1. Nitrate-Responsive Transcription Factors:
- Nitrate specifically induces the expression of certain transcription factors, such as the Nitrate-Inducible Transcription Factor 1 (NIN1) in Arabidopsis.
- NIN1 binds to nitrate-responsive cis-elements (NREs) in the promoter regions of target genes, activating their transcription.
2. Nitric Oxide (NO) Signaling:
- Nitrate reduction in plants generates nitrite, which can be further reduced to nitric oxide (NO).
- NO acts as a signaling molecule and regulates various physiological processes, including gene expression.
- NO can modify the activity of transcription factors and RNA polymerase, influencing the transcription of nitrate-responsive genes.
3. Regulation of MicroRNAs:
- Nitrate availability affects the expression of microRNAs (miRNAs), which are small non-coding RNAs that regulate gene expression post-transcriptionally.

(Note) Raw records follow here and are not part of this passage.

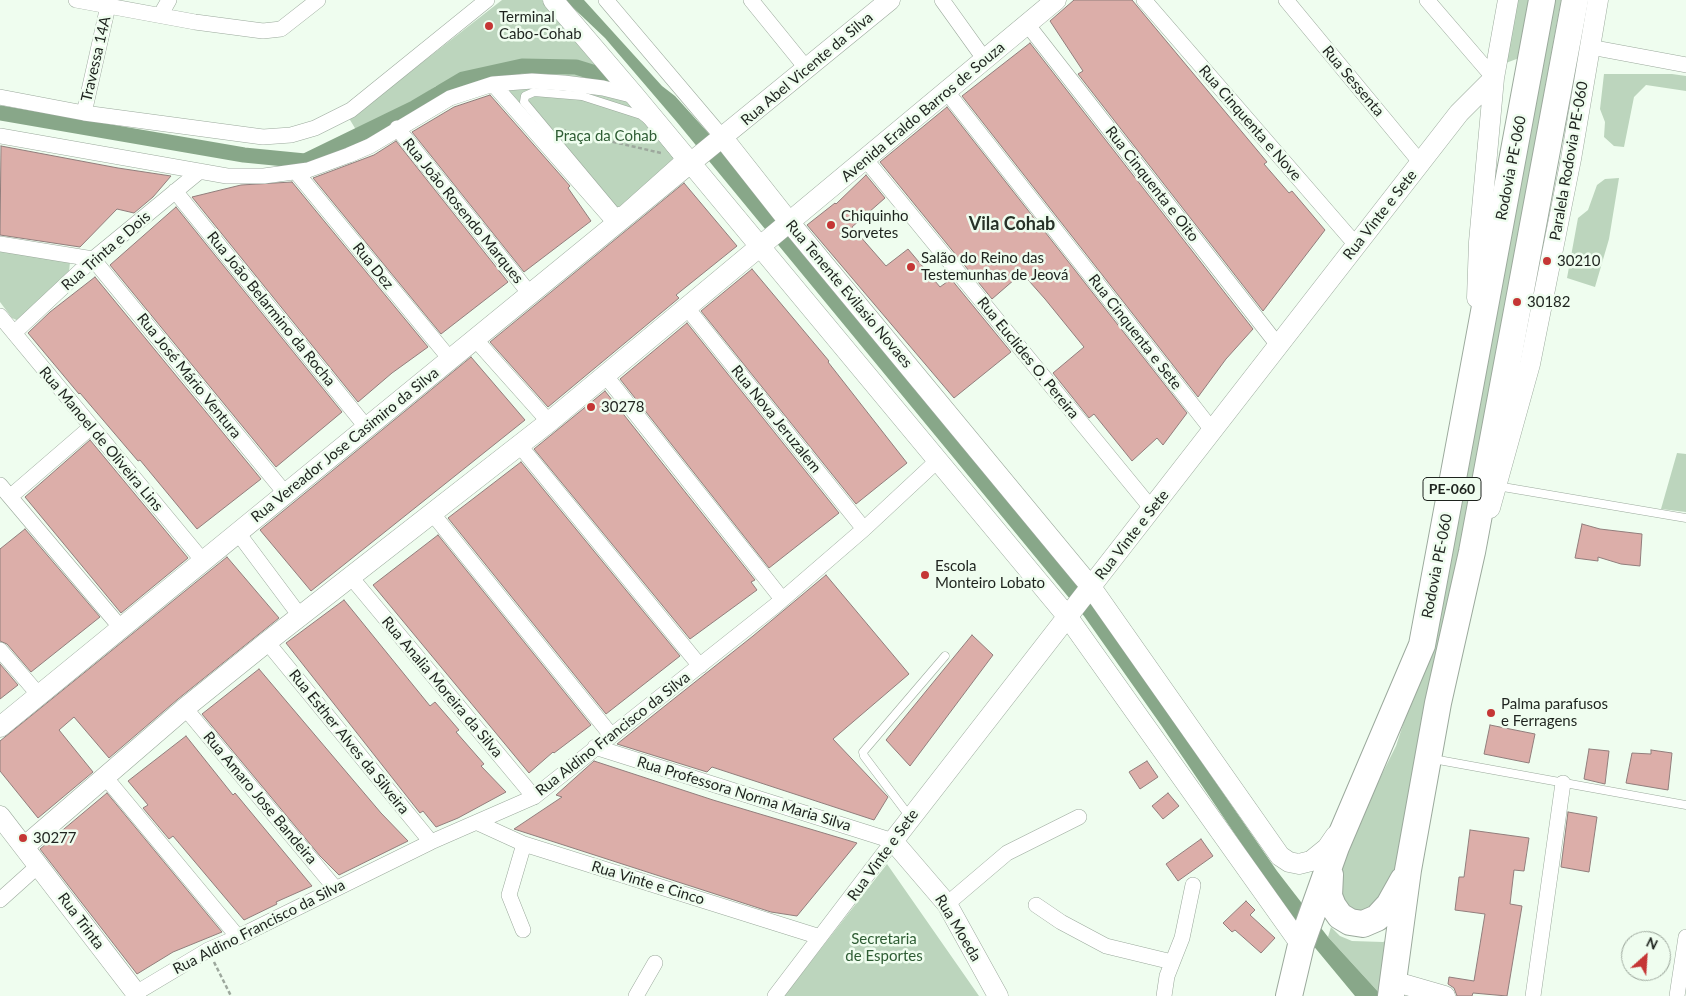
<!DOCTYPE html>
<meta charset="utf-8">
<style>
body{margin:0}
#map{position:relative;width:1686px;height:996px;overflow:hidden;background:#effdef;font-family:Lato,sans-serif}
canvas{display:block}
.north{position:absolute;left:1621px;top:931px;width:50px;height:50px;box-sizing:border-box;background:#effdef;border:1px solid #9ba69b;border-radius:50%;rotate:26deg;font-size:14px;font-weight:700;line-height:20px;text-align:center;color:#1e231e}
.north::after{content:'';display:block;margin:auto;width:18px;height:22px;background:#c53635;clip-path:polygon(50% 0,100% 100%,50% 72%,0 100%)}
</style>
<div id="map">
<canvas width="1686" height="996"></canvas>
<div class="north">N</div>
</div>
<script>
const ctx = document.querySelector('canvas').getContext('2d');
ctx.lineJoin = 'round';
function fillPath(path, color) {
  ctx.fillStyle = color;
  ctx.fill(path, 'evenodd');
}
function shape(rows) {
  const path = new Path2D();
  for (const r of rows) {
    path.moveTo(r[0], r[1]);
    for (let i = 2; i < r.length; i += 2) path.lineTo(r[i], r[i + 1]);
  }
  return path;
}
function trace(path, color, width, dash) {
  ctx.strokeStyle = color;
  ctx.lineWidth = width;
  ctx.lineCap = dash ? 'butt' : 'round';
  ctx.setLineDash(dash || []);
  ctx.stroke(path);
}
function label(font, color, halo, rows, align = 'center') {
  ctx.font = font + ' Lato,sans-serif';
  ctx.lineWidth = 5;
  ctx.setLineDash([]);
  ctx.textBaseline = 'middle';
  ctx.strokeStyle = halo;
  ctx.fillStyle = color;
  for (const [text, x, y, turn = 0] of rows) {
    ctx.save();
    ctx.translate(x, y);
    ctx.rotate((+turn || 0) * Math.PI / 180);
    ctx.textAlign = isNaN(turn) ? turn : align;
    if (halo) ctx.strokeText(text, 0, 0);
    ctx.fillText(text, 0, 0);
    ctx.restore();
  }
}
fillPath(shape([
 [502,0,542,0,624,86,684,156,619,217,496,79,436,86,361,138,347,115,360,111],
 [1513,0,1532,0,1522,57,1503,64],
 [1548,0,1561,0,1505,306,1492,400,1394,876,1382,904,1351,915,1335,884,1359,820,1396,746,1434,631],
 [1604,74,1672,74,1686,76,1686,91,1646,85,1634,97,1624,147,1614,146,1604,137,1605,122,1600,109],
 [1619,178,1609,239,1595,287,1567,278,1578,218,1588,210,1597,185,1605,179],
 [0,249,70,262,69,272,19,321,12,318,0,302],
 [1677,453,1686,454,1686,512,1661,509],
 [887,864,979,996,784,996],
 [1331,927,1340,936,1352,941,1383,942,1396,936,1382,996,1328,937]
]), '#bcd5bd');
fillPath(shape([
 [565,0,584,0,662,86,675,96,711,136,1078,583,1277,871,1328,937,1382,996,1355,996,1297,926,1161,725,1084,616,676,121,605,38]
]), '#88a789');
trace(shape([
 [0,113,244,155,305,161,414,108,463,79,522,66,576,67,605,76]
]), '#88a789', 15);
const building = shape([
 [1074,0,1132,0,1267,162,1264,164,1289,193,1292,191,1325,230,1263,311,1078,74,1083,71,1050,21,1074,0],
 [1030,43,1253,329,1226,359,1198,397,962,96,1030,43],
 [490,95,570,186,568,188,591,221,524,272,412,132,454,107,490,95],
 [947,107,1187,413,1163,445,1157,438,1132,461,1094,414,1089,418,1053,373,1084,347,1045,299,1022,273,992,299,880,162,947,107],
 [396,141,508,282,441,334,313,178,374,155,396,141],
 [1,146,118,168,171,176,153,197,134,213,117,209,80,247,0,235,1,146],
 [866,175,885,198,852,227,886,266,908,249,940,287,951,279,1011,352,954,398,807,225,835,203,836,204,866,175],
 [292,182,428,347,392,373,358,402,192,197,241,185,292,182],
 [684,183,737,246,676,295,679,298,548,407,490,342,684,183],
 [176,207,342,412,276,467,110,265,176,207],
 [752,269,829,361,828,362,907,463,856,504,701,311,752,269],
 [95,277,261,479,197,529,140,460,138,461,80,393,79,394,28,333,50,312,95,277],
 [687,323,839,513,769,568,620,379,687,323],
 [471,357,525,420,311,591,260,530,471,357],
 [605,391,755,580,751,582,757,590,690,639,534,449,605,391],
 [90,440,188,558,121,613,25,497,90,440],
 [521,462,680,656,606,714,448,518,521,462],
 [1582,524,1600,529,1642,534,1640,566,1621,564,1598,557,1598,561,1575,558,1582,524],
 [25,529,100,617,31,672,7,644,0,641,0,549,25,529],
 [438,535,591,725,554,753,553,752,529,773,373,585,438,535],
 [227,557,279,618,178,699,109,758,74,717,59,730,93,772,38,818,0,771,0,741,227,557],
 [826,575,909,674,833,739,888,797,874,820,712,767,707,772,617,744,753,636,826,575],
 [344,600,430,706,435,702,459,730,456,732,484,764,481,766,506,792,458,818,436,827,423,811,420,813,286,643,344,600],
 [972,635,993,655,910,766,886,740,972,635],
 [0,664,18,685,0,699,0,664],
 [259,669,381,813,408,841,339,875,320,856,202,714,259,669],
 [1490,725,1535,734,1529,763,1484,754,1490,725],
 [186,736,233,795,235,793,312,886,276,902,277,904,244,920,173,836,169,839,143,808,148,805,128,781,186,736],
 [1589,749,1609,751,1605,784,1584,779,1589,749],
 [1651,750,1672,753,1668,790,1626,783,1632,753,1651,754,1651,750],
 [594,761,713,800,857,843,797,916,771,912,514,829,562,797,556,795,594,761],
 [1147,761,1158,777,1140,789,1129,772,1147,761],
 [107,793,222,932,173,952,137,974,40,849,107,793],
 [1168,793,1179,806,1163,819,1152,806,1168,793],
 [1568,812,1597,817,1589,872,1561,867,1568,812],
 [1470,830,1529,838,1524,871,1514,870,1510,904,1522,906,1507,996,1473,993,1472,996,1457,996,1454,988,1448,984,1449,977,1474,981,1485,914,1455,910,1459,877,1464,877,1470,830],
 [1201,839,1213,856,1178,881,1166,864,1201,839],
 [1246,901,1255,910,1250,915,1275,938,1261,953,1235,930,1232,932,1223,923,1246,901]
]);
fillPath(building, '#dcaea9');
trace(building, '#917e7c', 1);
const lane = shape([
 [534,92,582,96,641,115,650,122,677,156,678,160,622,210,616,212,524,102,525,96,534,92],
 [1497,486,1686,518],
 [1433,759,1686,805],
 [910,817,864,756,863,752,945,656]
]);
const street = shape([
 [76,0,195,22,263,31,281,29,318,0],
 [606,0,723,138],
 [751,0,807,69],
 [942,0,985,60],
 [1144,0,1357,246],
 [1286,0,1420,162],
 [1427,0,1494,78],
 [161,14,169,0],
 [1027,24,1277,344],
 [1590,47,1686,65],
 [493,84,616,224],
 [947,92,1212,430],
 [0,97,84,113,263,137,291,135,315,128,351,110,487,0],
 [84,113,108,6],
 [397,128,530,294],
 [0,136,227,176,264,176,308,170,349,155,370,146,450,98,493,84,532,81,564,83,603,88,635,96],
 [866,160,1152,509],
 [296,172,450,359],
 [175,191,367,428],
 [0,244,93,259,285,493],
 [687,308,864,529],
 [0,316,203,561],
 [14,333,93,259,200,171],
 [475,339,549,422],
 [605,375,782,599],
 [520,446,700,666],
 [0,485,121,628],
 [11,496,91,427],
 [432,513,611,735],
 [238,533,300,616],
 [350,576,534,797],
 [267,642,431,842],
 [0,650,39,695],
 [185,708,335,888],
 [595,747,893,841,775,996],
 [106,778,238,937],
 [478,823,524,844,820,937],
 [0,900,39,865],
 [947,904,1007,853,1079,817],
 [1036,905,1061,922,1106,946,1172,962],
 [523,930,509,895,524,844],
 [136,993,208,950,238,937,431,842,534,797,776,605,864,529,937,461],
 [636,996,655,963],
 [1164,996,1167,976,1182,938,1193,885],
 [1533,996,1563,783],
 [1677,996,1686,937]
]);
const secondary = shape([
 [553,0,635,96,1067,616,1301,945],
 [723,138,790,223,1091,587,1280,856,1289,862,1299,864,1311,861,1327,848,1336,835],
 [1477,298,1479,242,1494,78,1508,0],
 [1490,508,1530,364,1571,159,1598,0],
 [0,727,890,0],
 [0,816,136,993,136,996],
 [25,846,185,708,267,642,549,422,1056,0],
 [1393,981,1445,996],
 [998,996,947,904,893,841,1459,113,1494,78]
]);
const highway = shape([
 [1330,875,1329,896,1333,906,1340,916,1350,922,1363,924,1377,918,1389,905,1403,880],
 [1289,996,1301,945,1336,847,1422,645,1542,0],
 [1391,996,1408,870,1438,703,1472,552,1575,0]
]);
trace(lane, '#9ba99c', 9);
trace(street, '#9ba99c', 16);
trace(secondary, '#9ba99c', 21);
trace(highway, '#9ba99c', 28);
trace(shape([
 [562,130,661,153],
 [214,962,231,996]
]), '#9da89d', 2.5, [4, 2.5]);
trace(lane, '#fff', 8);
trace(street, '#fff', 15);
trace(secondary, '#fff', 20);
trace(highway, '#fff', 26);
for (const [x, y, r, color] of [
 [489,26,5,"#c53635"],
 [831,225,5,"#c53635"],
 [1547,261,5,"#c53635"],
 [911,267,5,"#c53635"],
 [1517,302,5,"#c53635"],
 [591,407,5,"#c53635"],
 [925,575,5,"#c53635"],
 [1491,713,5,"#c53635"],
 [23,838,5,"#c53635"]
]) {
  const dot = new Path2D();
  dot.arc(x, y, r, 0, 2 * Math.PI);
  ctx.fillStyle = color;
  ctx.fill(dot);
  trace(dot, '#effdef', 2);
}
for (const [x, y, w] of [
 [1452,489,58]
]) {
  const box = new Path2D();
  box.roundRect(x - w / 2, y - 11.5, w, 23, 4);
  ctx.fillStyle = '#effdef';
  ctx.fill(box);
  trace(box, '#1e231e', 1);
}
label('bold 14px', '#1e231e', null, [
 ["PE-060",1452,489]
]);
label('15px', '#1e231e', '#effdef', [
 ["Terminal",499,17],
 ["Cabo-Cohab",499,34],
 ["Chiquinho",841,216],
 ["Sorvetes",841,233],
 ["Salão do Reino das",921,258],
 ["Testemunhas de Jeová",921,275],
 ["30210",1557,261],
 ["30182",1527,302],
 ["30278",601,407],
 ["Escola",935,566],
 ["Monteiro Lobato",935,583],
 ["Palma parafusos",1501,704],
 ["e Ferragens",1501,721],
 ["30277",33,838]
], 'left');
label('15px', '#1e231e', '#effdef', [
 ["Travessa 14A",96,59,-77],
 ["Rua Abel Vicente da Silva",807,69,-40],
 ["Rua Sessenta",1353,81,50],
 ["Avenida Eraldo Barros de Souza",923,112,-40],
 ["Rua Cinquenta e Nove",1250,123,49],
 ["Paralela Rodovia PE-060",1569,161,-80],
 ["Rodovia PE-060",1511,168,-79],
 ["Rua Cinquenta e Oito",1152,184,52],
 ["Rua João Rosendo Marques",463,211,51],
 ["Rua Vinte e Sete",1380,215,-52],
 ["Rua Trinta e Dois",106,251,-41],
 ["Rua Dez",373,266,51],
 ["Rua Tenente Evilasio Novaes",849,294,50],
 ["Rua João Belarmino da Rocha",271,309,51],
 ["Rua Cinquenta e Sete",1135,332,52],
 ["Rua Euclides O. Pereira",1028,358,51],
 ["Rua José Mário Ventura",189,376,51],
 ["Rua Nova Jeruzalem",776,419,51],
 ["Rua Manoel de Oliveira Lins",101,439,50],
 ["Rua Vereador Jose Casimiro da Silva",345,445,-39],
 ["Rua Vinte e Sete",1132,535,-52],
 ["Rodovia PE-060",1437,566,-79],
 ["Rua Analia Moreira da Silva",442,687,50],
 ["Rua Aldino Francisco da Silva",613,734,-38],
 ["Rua Esther Alves da Silveira",349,742,51],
 ["Rua Professora Norma Maria Silva",744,794,17],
 ["Rua Amaro Jose Bandeira",260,798,50],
 ["Rua Vinte e Sete",883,855,-54],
 ["Rua Vinte e Cinco",648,883,17],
 ["Rua Trinta",81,921,53],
 ["Rua Aldino Francisco da Silva",259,927,-27],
 ["Rua Moeda",958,928,59]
]);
label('15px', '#2e5c33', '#effdef', [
 ["Praça da Cohab",606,136],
 ["Secretaria",884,939],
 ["de Esportes",884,956]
]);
label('bold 18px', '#273228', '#effdef', [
 ["Vila Cohab",1012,224]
]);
</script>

- Specific miRNAs are induced or repressed in response to nitrate, leading to changes in the stability and translation of target mRNAs involved in nitrate assimilation and signaling.
4. Chromatin Modifications:
- Nitrate can influence chromatin structure and accessibility, thereby modulating gene expression.
- Nitrate induces histone modifications, such as acetylation and methylation, which alter the chromatin structure, making it either more accessible (euchromatin) or less accessible (heterochromatin) for transcription.
5. Regulation of Translation:
- Nitrate modulates the translation of specific mRNAs by controlling the activity of translation initiation factors and ribosomal proteins.
- This can influence the synthesis of proteins involved in nitrate uptake, assimilation, and signaling.
6. Hormonal Interactions:
- Nitrate interacts with other plant hormones, such as auxin and cytokinin, to regulate gene expression.
- For example, nitrate promotes the accumulation of auxin, which can induce the expression of genes involved in lateral root development and nitrate transport.
7. Post-Translational Modifications:
- Nitrate can induce post-translational modifications of proteins, such as phosphorylation and ubiquitination, which affect their stability, activity, and localization.
Overall, nitrate regulates gene expression in legumes through various mechanisms involving transcription factors, NO signaling, miRNAs, chromatin modifications, translation control, hormonal interactions, and post-translational modifications. These regulatory mechanisms enable legumes to adapt their gene expression patterns to changes in nitrate availability and optimize their growth and metabolism accordingly.